:: What is needed ::
In the records below, the line with "Quick job: Transcribe" opens the range and the line with "Quick job: Parse" closes it; print that range exactly and nothing else.

(Collected data)
# # # # # # #

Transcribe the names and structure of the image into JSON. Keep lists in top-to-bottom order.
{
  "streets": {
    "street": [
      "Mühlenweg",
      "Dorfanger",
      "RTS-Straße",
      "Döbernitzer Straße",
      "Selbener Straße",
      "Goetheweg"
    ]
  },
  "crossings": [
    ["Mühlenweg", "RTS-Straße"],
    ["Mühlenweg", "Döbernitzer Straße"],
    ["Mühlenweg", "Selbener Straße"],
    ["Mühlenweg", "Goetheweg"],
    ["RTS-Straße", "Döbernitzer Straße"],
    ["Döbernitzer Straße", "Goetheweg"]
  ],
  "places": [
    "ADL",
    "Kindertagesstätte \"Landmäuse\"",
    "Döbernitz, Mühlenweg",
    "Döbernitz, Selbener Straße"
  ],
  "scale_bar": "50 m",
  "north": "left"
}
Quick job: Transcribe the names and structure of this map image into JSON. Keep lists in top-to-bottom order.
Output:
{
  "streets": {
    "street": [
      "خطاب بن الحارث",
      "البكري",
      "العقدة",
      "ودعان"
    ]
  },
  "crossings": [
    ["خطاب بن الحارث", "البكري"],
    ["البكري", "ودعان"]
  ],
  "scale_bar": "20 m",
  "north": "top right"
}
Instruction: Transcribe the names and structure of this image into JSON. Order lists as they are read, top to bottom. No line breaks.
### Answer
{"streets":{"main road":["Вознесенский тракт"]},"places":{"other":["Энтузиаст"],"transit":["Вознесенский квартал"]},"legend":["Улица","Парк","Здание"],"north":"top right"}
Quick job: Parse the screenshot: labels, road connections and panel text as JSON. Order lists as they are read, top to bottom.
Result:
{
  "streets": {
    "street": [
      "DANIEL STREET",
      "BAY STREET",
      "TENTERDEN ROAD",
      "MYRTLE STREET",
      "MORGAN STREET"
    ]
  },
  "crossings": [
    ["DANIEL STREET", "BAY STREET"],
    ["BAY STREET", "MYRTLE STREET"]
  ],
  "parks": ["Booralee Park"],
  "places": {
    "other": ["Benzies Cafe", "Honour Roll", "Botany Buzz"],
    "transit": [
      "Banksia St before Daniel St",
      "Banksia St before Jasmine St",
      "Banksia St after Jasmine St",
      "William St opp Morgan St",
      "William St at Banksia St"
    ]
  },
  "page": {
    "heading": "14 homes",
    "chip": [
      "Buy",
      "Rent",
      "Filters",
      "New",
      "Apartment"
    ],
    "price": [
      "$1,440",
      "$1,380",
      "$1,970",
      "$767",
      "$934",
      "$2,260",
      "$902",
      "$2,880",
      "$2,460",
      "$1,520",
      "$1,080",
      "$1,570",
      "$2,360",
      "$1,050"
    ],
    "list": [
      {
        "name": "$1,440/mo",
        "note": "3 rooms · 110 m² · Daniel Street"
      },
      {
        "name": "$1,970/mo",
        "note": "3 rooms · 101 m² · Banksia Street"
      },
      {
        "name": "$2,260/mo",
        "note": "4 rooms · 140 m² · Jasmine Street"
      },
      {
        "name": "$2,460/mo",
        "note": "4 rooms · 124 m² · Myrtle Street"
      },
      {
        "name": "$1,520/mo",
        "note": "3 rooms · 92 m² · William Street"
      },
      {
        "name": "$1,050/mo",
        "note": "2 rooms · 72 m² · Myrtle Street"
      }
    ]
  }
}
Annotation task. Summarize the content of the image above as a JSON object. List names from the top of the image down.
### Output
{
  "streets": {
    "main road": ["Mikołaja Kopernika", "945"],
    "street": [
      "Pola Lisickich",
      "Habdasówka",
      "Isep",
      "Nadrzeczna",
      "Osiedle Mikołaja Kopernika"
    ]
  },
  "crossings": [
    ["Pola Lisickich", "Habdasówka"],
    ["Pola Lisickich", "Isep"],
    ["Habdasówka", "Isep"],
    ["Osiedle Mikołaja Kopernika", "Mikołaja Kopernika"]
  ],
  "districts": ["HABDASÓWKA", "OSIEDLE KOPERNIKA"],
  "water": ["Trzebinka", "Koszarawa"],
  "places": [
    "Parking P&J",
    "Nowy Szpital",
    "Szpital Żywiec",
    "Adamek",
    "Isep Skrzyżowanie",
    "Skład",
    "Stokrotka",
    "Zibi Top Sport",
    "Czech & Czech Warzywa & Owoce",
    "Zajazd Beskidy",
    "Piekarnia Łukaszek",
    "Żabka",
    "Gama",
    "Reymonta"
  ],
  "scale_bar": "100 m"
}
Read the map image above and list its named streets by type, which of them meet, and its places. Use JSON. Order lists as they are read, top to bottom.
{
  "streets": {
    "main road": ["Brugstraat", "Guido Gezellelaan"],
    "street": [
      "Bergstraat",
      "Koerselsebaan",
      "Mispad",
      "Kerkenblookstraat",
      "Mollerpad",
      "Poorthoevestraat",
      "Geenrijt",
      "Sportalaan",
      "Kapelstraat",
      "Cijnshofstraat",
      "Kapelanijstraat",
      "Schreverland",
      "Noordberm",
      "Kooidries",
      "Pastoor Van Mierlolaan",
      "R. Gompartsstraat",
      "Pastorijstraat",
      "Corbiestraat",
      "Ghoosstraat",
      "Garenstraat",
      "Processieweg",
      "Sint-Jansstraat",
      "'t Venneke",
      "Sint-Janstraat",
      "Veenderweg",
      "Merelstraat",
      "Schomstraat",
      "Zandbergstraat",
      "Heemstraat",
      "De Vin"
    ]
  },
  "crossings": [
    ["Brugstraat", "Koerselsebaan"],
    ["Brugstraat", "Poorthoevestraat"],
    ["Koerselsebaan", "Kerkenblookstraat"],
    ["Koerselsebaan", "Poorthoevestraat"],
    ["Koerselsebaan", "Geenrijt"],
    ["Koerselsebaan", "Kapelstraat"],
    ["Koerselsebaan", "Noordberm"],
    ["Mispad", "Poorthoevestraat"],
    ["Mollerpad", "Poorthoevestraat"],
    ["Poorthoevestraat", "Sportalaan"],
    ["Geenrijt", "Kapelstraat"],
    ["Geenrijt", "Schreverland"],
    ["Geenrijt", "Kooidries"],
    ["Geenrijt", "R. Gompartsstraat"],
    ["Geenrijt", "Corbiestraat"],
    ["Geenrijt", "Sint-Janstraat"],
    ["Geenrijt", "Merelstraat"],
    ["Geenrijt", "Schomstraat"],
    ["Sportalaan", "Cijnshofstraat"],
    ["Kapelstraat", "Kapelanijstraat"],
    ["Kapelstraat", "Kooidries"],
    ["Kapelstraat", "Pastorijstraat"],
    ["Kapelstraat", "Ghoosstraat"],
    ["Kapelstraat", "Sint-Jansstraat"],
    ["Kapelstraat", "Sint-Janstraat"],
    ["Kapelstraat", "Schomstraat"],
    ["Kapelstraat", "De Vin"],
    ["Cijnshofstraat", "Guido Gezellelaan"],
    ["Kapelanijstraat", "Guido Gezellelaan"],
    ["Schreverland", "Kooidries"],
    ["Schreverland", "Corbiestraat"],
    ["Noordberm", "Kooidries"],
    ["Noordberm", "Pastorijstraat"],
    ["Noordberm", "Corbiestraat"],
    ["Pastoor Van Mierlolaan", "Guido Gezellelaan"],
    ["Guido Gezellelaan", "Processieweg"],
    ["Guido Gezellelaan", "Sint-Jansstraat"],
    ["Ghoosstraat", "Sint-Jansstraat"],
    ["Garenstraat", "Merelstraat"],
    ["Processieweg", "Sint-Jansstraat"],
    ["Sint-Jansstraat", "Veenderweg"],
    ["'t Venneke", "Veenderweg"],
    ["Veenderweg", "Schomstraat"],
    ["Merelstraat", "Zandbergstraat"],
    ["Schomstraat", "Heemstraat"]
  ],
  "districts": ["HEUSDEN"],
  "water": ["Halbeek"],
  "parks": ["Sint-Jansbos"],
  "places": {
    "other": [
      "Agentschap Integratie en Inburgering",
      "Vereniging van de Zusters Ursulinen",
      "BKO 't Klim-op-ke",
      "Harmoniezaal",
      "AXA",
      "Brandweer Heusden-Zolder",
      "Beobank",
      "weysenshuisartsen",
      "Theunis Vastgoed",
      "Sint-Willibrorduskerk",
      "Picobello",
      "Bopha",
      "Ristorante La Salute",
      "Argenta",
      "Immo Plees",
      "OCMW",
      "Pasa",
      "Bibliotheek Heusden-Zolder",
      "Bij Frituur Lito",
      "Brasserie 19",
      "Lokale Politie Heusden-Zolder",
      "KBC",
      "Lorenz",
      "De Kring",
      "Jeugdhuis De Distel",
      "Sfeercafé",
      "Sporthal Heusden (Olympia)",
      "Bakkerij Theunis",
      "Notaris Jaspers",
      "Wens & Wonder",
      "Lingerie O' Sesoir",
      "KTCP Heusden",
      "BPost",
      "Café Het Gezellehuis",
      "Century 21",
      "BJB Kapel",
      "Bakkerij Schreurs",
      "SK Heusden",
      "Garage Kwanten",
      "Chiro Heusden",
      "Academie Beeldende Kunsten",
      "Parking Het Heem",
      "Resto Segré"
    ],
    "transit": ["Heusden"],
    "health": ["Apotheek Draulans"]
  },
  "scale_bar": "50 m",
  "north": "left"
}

# # # # # # #

:: Problem solution ::
Quick job: Transcribe the names and structure of this map image into JSON. Keep lists in top-to-bottom order.
Output:
{
  "streets": {
    "street": [
      "خطاب بن الحارث",
      "البكري",
      "العقدة",
      "ودعان"
    ]
  },
  "crossings": [
    ["خطاب بن الحارث", "البكري"],
    ["البكري", "ودعان"]
  ],
  "scale_bar": "20 m",
  "north": "top right"
}
Instruction: Transcribe the names and structure of this image into JSON. Order lists as they are read, top to bottom. No line breaks.
### Answer
{"streets":{"main road":["Вознесенский тракт"]},"places":{"other":["Энтузиаст"],"transit":["Вознесенский квартал"]},"legend":["Улица","Парк","Здание"],"north":"top right"}
Quick job: Parse the screenshot: labels, road connections and panel text as JSON. Order lists as they are read, top to bottom.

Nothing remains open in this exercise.